Activity ::
Filter this material down to the lines that hold "crossings", copying each one.

Given data ::

·····

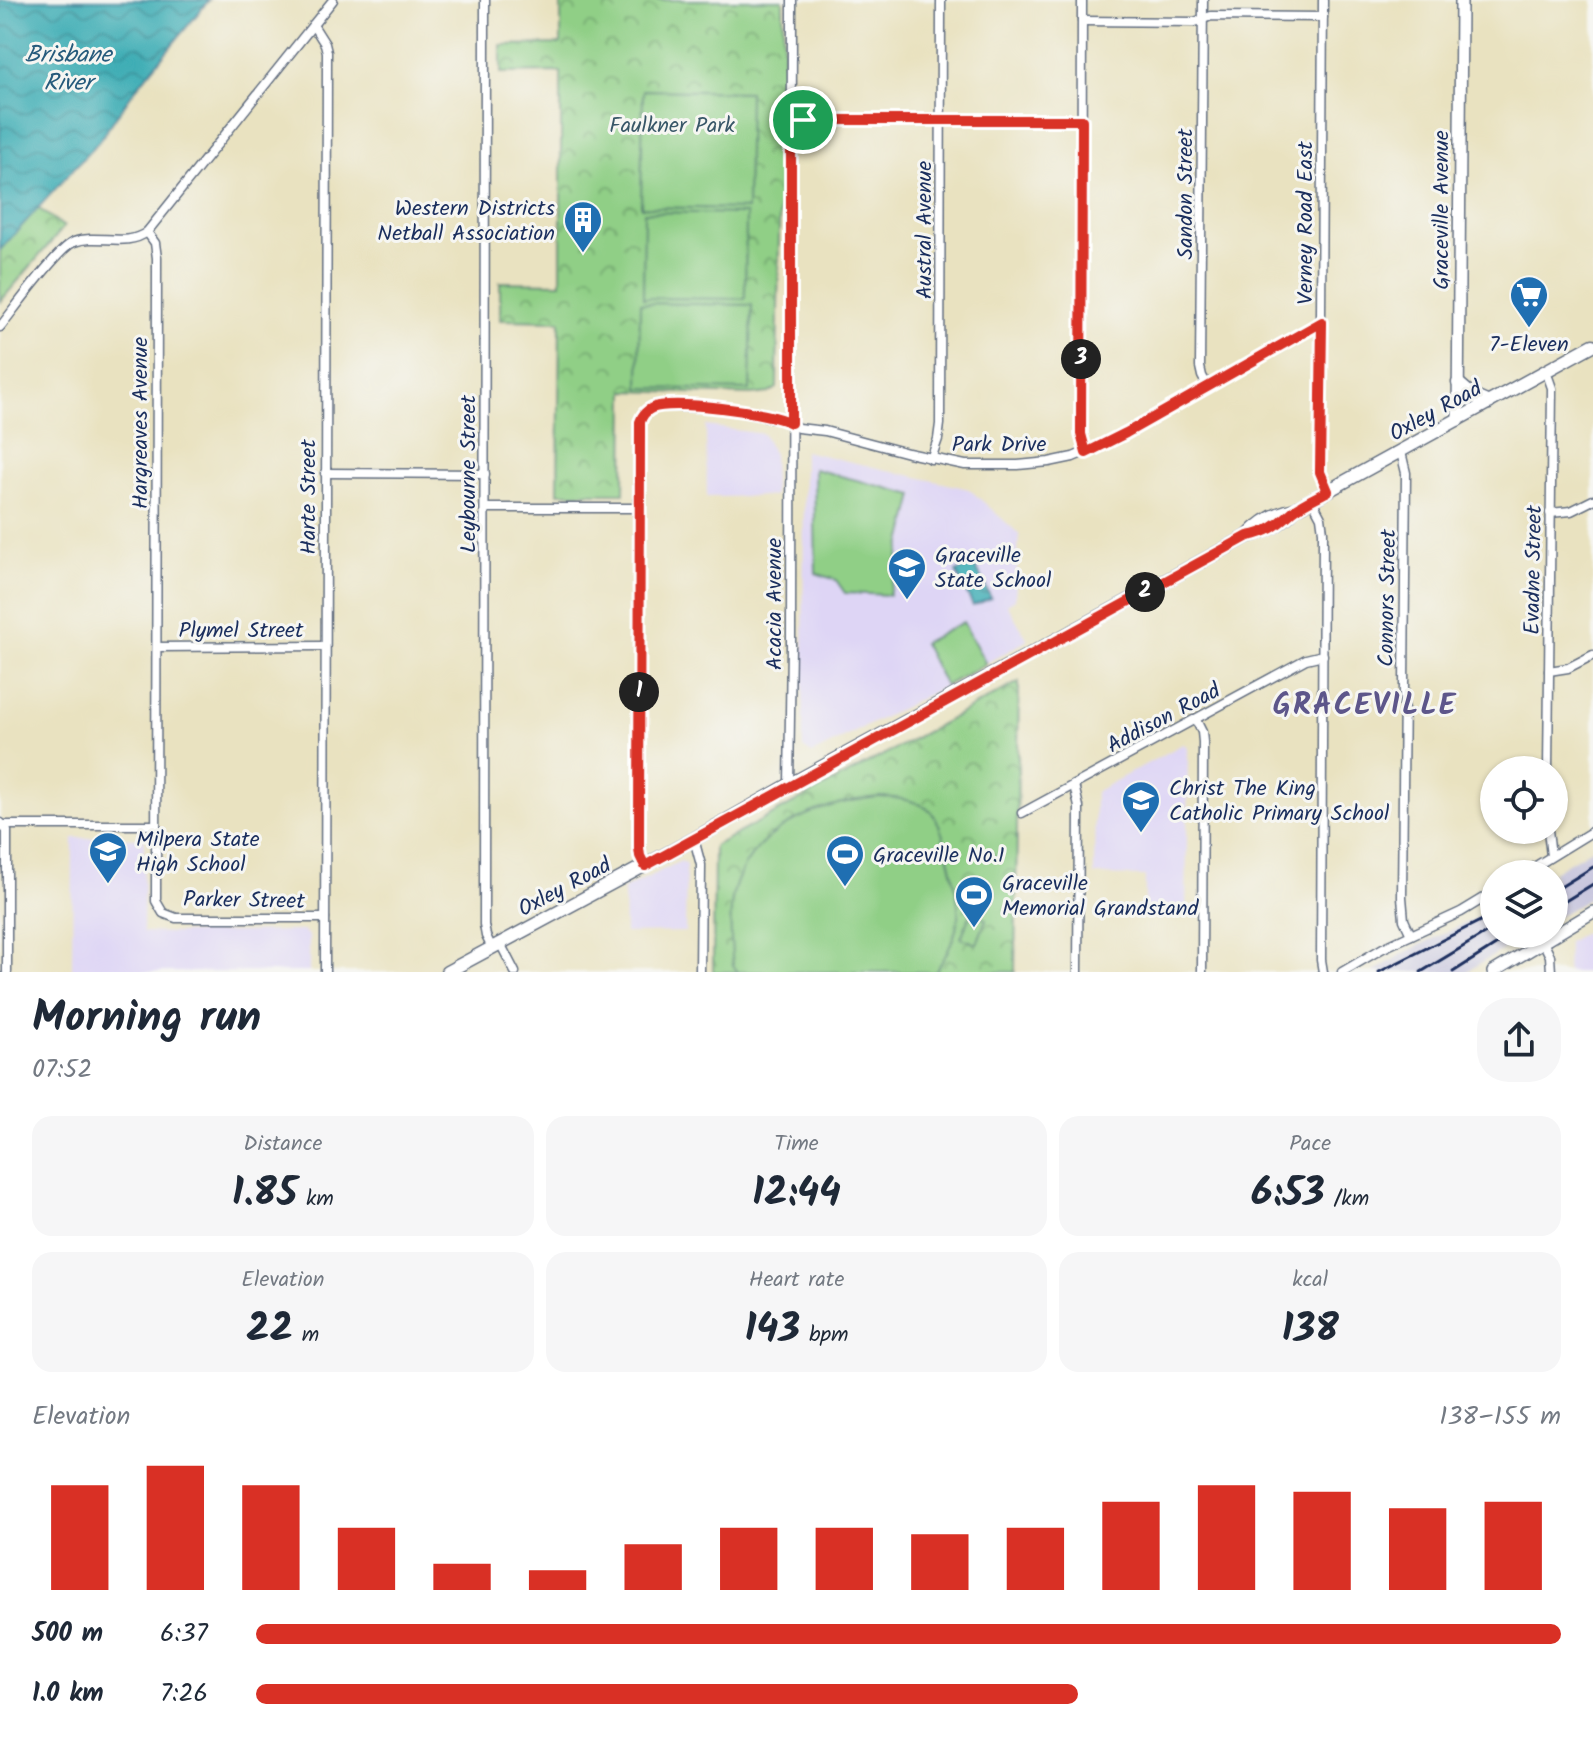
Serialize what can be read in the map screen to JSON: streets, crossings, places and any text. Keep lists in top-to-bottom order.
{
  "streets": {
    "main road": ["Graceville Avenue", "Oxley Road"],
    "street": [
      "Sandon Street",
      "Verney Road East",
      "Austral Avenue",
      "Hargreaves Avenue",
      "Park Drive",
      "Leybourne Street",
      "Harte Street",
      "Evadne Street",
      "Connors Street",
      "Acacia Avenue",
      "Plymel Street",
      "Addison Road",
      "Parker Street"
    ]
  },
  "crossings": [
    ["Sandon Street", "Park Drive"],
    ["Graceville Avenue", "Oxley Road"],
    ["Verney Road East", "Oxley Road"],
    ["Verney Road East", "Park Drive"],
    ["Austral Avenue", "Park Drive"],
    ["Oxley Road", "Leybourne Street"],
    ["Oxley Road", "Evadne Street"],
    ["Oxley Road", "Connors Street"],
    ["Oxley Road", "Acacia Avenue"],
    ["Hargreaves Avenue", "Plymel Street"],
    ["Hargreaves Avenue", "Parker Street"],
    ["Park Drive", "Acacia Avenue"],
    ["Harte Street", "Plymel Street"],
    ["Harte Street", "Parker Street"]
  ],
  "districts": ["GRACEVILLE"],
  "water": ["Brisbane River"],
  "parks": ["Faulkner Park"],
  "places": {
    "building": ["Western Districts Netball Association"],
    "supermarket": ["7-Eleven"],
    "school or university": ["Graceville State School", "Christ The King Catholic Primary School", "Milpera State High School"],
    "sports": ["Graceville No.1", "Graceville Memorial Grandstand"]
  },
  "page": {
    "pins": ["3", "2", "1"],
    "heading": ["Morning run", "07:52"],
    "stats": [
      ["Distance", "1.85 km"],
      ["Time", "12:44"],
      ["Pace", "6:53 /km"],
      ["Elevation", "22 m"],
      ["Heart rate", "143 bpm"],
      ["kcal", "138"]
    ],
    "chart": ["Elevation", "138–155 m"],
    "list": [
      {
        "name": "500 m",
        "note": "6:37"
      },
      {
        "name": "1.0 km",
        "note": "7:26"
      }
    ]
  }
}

·····

Answer for this exercise ::
Serialize what can be read in the map screen to JSON: streets, crossings, places and any text. Keep lists in top-to-bottom order.
  "crossings": [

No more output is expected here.